> Assigned task
Set down the records again. Every word and mark must match exactly.

> Extracted material
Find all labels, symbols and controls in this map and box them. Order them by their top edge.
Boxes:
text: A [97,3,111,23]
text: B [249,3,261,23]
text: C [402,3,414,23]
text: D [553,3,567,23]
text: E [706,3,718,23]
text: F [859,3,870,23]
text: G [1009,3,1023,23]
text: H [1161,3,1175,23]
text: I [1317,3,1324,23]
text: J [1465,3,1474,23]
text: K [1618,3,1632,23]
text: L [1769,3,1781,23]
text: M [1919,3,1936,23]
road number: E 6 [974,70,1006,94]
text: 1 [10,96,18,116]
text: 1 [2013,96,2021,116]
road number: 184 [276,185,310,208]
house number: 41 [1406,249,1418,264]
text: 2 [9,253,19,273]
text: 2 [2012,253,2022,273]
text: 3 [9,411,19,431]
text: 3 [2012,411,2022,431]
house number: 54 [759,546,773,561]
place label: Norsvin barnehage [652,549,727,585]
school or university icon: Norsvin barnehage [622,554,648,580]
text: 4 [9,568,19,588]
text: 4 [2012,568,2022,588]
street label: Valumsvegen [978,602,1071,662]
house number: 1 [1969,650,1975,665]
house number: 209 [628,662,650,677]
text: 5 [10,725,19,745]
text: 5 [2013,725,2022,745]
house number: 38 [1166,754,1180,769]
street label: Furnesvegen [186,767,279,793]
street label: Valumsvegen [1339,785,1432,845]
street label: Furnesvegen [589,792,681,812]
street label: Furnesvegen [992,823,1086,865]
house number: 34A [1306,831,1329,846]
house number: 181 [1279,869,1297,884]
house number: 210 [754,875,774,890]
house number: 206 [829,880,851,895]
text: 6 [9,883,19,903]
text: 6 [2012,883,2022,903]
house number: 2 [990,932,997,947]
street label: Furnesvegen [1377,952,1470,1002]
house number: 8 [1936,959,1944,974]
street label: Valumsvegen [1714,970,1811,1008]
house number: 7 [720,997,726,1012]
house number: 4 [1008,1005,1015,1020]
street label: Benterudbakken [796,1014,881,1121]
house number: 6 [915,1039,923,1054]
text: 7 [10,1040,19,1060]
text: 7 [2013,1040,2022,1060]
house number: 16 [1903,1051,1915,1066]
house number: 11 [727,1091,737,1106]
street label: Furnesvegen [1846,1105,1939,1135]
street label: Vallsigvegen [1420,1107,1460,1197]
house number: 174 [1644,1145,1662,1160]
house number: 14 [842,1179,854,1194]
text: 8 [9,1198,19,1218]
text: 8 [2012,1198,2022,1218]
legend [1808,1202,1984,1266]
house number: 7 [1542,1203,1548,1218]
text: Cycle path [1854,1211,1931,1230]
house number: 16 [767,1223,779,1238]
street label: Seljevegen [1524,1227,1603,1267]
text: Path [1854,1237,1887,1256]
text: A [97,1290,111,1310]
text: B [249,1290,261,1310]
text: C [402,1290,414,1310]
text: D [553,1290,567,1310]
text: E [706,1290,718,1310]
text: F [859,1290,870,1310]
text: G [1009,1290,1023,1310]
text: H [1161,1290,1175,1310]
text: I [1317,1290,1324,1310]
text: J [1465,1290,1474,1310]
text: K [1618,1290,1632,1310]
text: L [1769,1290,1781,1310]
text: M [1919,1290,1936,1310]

> Output of the task
Find all labels, symbols and controls in this map and box them. Order them by their top edge.
Boxes:
text: A [97,3,111,23]
text: B [249,3,261,23]
text: C [402,3,414,23]
text: D [553,3,567,23]
text: E [706,3,718,23]
text: F [859,3,870,23]
text: G [1009,3,1023,23]
text: H [1161,3,1175,23]
text: I [1317,3,1324,23]
text: J [1465,3,1474,23]
text: K [1618,3,1632,23]
text: L [1769,3,1781,23]
text: M [1919,3,1936,23]
road number: E 6 [974,70,1006,94]
text: 1 [10,96,18,116]
text: 1 [2013,96,2021,116]
road number: 184 [276,185,310,208]
house number: 41 [1406,249,1418,264]
text: 2 [9,253,19,273]
text: 2 [2012,253,2022,273]
text: 3 [9,411,19,431]
text: 3 [2012,411,2022,431]
house number: 54 [759,546,773,561]
place label: Norsvin barnehage [652,549,727,585]
school or university icon: Norsvin barnehage [622,554,648,580]
text: 4 [9,568,19,588]
text: 4 [2012,568,2022,588]
street label: Valumsvegen [978,602,1071,662]
house number: 1 [1969,650,1975,665]
house number: 209 [628,662,650,677]
text: 5 [10,725,19,745]
text: 5 [2013,725,2022,745]
house number: 38 [1166,754,1180,769]
street label: Furnesvegen [186,767,279,793]
street label: Valumsvegen [1339,785,1432,845]
street label: Furnesvegen [589,792,681,812]
street label: Furnesvegen [992,823,1086,865]
house number: 34A [1306,831,1329,846]
house number: 181 [1279,869,1297,884]
house number: 210 [754,875,774,890]
house number: 206 [829,880,851,895]
text: 6 [9,883,19,903]
text: 6 [2012,883,2022,903]
house number: 2 [990,932,997,947]
street label: Furnesvegen [1377,952,1470,1002]
house number: 8 [1936,959,1944,974]
street label: Valumsvegen [1714,970,1811,1008]
house number: 7 [720,997,726,1012]
house number: 4 [1008,1005,1015,1020]
street label: Benterudbakken [796,1014,881,1121]
house number: 6 [915,1039,923,1054]
text: 7 [10,1040,19,1060]
text: 7 [2013,1040,2022,1060]
house number: 16 [1903,1051,1915,1066]
house number: 11 [727,1091,737,1106]
street label: Furnesvegen [1846,1105,1939,1135]
street label: Vallsigvegen [1420,1107,1460,1197]
house number: 174 [1644,1145,1662,1160]
house number: 14 [842,1179,854,1194]
text: 8 [9,1198,19,1218]
text: 8 [2012,1198,2022,1218]
legend [1808,1202,1984,1266]
house number: 7 [1542,1203,1548,1218]
text: Cycle path [1854,1211,1931,1230]
house number: 16 [767,1223,779,1238]
street label: Seljevegen [1524,1227,1603,1267]
text: Path [1854,1237,1887,1256]
text: A [97,1290,111,1310]
text: B [249,1290,261,1310]
text: C [402,1290,414,1310]
text: D [553,1290,567,1310]
text: E [706,1290,718,1310]
text: F [859,1290,870,1310]
text: G [1009,1290,1023,1310]
text: H [1161,1290,1175,1310]
text: I [1317,1290,1324,1310]
text: J [1465,1290,1474,1310]
text: K [1618,1290,1632,1310]
text: L [1769,1290,1781,1310]
text: M [1919,1290,1936,1310]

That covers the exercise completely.